Egli viene assassinato Il 20 Gennaio del 1973. Cabral è un politico guineense e leader del movimento per l’indipendenza della Guinea-Bissau e di Capo Verde dal Portogallo.

Nato a Bafatà nel 1924 da madre originaria della Guinea e da padre di Capo Verde, Amilcar Cabral si trasferisce per alcuni anni a Lisbona per studiare agronomia; qui entra in contatto con diverse organizzazioni favorevoli all’indipendenza del suo paese dal Portogallo e comincia ad avvicinarsi alla filosofia marxista.

Rientra nel proprio paese nel 1952 e quattro anni dopo fonda il PAIGC (Partido Africano da Independência da Guiné e Cabo Verde) assieme al fratellastro Luiz Cabral e ad Aristides Pereira (futuri presidenti rispettivamente delle Repubbliche della Guinea-Bissau e di Capo Verde).

L’organizzazione, inizialmente clandestina, riesce ben presto a radicarsi nel territorio sotto l’attenta guida di Amilcar Cabral, il quale intuisce da subito l’importanza di estendere la propria influenza anche ai paesi confinanti e di portare il proprio messaggio politico alla popolazione. A tal scopo, già dalla fine degli anni ’50 allarga l’opposizione all’esercito portoghese alla Guinea-Conakry e all’area senegalese del Casamance; in Ghana, invece, vengono allestiti degli accampamenti in cui formare militarmente i nuovi militanti.

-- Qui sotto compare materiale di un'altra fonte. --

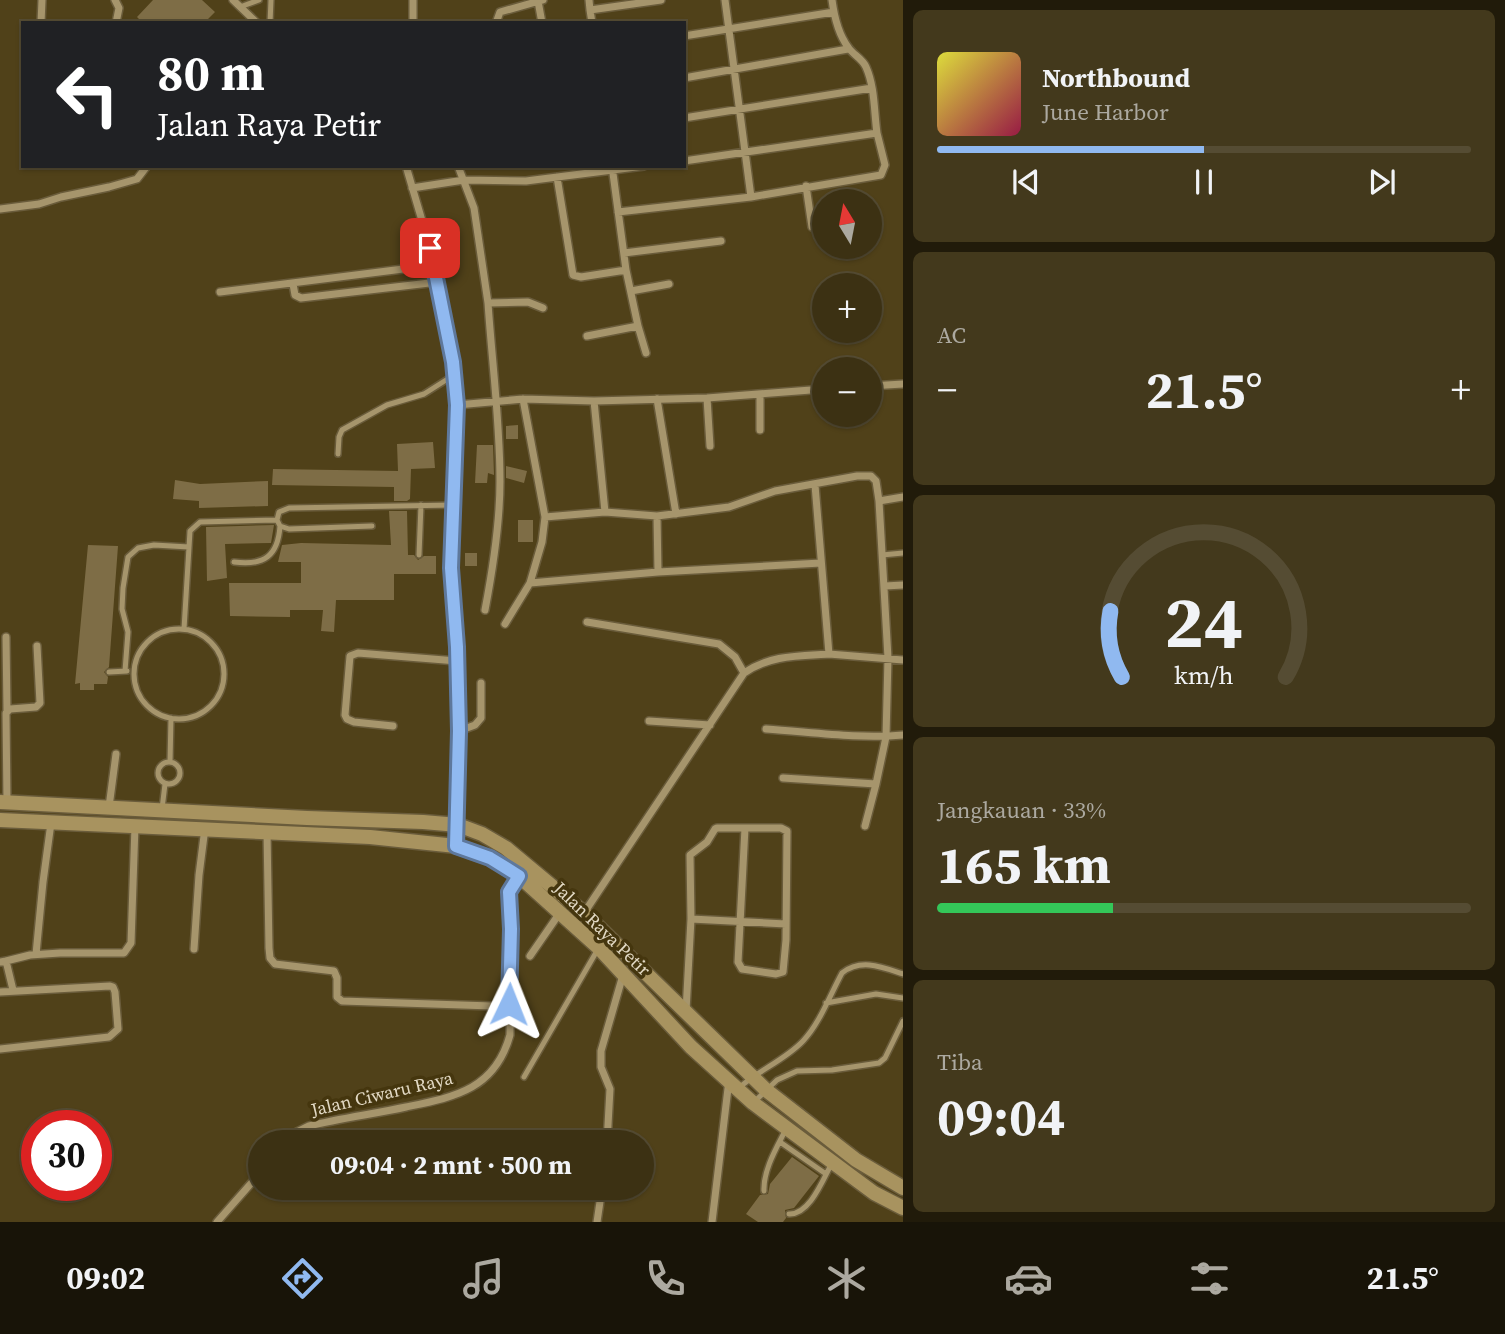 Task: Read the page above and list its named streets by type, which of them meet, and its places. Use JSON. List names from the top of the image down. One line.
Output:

Grazie alle conoscenze acquisite a Lisbona in materia di agronomia, inoltre, Amilcar Cabral insegna alle popolazioni locali nuove tecniche di coltivazione, in modo da avviare il processo di emancipazione dai colonialisti portoghesi e far sì che i militanti del PAIGC che avrebbero successivamente attraversato il paese durante la guerra di liberazione trovassero sempre di che sfamarsi presso i vari villaggi. Il PAIGC da anche vita a mercati itineranti sul territorio in cui era possibile trovare beni di prima necessità a prezzi decisamente inferiori rispetto a quelli che offrivano i negozi gestiti dai portoghesi e ad ospedali improvvisati in cui distribuire i medicinali che venivano inviati dall’URSS e dalla Svezia per sostenere la lotta guineense.

In questi anni però Amilcar Cabral approfondisce la riflessione sui metodi rivoluzionari e consolida la propria formazione marxista-leninista; in uno dei suoi scritti afferma: “Se è vero che una rivoluzione può fallire anche se basata su teorie perfette, tuttavia nessuno ha ancora fatto una rivoluzione vincente senza una teoria rivoluzionaria”.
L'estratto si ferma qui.